Work instructions:
Which of the lines below include "Lasy"? Each one should be copied out.

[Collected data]
--- START ---

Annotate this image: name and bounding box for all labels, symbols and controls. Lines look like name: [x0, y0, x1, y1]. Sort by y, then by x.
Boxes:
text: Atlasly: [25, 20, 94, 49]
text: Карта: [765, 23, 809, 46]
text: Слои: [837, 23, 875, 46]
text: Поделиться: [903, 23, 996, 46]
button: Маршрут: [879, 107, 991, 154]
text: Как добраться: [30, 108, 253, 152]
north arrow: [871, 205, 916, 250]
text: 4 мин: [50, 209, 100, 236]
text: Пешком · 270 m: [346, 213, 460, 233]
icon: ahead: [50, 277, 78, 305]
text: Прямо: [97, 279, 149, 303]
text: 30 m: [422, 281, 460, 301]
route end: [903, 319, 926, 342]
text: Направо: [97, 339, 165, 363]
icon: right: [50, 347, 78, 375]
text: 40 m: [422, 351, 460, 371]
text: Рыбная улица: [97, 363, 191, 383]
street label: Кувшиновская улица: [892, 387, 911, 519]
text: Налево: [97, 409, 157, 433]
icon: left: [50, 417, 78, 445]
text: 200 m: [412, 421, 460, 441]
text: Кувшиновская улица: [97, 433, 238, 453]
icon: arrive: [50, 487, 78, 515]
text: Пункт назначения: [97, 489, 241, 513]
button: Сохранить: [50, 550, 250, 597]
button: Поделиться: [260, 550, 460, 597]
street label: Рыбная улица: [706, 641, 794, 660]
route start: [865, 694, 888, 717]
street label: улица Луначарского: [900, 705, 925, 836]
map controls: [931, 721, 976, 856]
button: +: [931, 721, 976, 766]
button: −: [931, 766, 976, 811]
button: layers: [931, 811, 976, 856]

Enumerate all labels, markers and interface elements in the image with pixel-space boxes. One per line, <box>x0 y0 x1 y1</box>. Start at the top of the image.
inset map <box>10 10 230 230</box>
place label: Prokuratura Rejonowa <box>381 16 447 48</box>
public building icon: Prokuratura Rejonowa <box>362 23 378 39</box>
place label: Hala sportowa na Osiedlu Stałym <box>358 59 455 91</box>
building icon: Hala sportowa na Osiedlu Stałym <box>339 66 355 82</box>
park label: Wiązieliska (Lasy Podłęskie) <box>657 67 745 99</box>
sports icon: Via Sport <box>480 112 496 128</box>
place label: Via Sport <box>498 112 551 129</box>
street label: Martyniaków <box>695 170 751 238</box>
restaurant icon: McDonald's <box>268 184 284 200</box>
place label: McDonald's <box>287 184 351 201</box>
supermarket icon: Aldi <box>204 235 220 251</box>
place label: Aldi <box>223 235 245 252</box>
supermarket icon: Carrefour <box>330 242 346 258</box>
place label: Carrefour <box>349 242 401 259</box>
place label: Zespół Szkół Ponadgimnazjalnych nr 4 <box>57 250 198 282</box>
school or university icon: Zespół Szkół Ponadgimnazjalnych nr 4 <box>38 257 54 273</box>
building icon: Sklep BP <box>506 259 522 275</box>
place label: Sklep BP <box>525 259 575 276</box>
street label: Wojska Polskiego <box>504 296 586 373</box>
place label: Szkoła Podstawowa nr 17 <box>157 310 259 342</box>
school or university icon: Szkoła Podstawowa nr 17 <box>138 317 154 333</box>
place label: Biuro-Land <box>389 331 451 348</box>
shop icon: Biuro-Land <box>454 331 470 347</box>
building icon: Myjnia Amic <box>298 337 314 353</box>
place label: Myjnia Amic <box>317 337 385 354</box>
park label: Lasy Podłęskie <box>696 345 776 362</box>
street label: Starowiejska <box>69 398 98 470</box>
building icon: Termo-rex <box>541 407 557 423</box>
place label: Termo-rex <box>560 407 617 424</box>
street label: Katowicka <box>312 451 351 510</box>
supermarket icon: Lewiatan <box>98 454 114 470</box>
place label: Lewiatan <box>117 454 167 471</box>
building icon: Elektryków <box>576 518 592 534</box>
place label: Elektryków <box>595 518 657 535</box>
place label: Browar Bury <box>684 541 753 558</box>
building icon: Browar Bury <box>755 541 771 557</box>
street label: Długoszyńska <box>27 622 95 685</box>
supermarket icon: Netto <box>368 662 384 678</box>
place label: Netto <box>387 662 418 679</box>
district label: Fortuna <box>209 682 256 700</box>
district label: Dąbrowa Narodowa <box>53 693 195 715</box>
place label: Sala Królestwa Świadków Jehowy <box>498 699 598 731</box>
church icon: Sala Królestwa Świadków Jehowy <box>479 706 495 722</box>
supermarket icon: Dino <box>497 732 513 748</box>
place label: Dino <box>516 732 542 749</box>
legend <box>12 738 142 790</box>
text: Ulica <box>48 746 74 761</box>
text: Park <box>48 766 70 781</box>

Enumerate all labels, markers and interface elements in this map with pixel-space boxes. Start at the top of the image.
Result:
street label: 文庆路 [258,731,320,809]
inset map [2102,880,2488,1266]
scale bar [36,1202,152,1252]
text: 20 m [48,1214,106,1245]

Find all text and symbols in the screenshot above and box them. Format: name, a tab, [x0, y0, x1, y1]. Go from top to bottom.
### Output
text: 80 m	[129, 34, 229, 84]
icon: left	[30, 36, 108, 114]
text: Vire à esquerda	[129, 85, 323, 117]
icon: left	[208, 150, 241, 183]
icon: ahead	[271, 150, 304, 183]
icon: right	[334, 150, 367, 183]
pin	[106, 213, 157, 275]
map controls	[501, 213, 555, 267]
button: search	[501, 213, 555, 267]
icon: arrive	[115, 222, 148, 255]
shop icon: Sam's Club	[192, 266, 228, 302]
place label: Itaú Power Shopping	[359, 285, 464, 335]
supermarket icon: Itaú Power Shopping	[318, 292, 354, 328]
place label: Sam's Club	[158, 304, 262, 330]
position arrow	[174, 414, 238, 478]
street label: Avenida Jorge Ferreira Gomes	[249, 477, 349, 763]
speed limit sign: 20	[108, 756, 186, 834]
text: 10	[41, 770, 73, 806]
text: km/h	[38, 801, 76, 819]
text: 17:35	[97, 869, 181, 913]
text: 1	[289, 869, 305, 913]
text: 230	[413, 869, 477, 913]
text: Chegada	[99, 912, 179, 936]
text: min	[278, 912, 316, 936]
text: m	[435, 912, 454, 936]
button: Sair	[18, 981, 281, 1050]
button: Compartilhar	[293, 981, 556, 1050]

--- END ---

The answer:
park label: Wiązieliska (Lasy Podłęskie) <box>657 67 745 99</box>
park label: Lasy Podłęskie <box>696 345 776 362</box>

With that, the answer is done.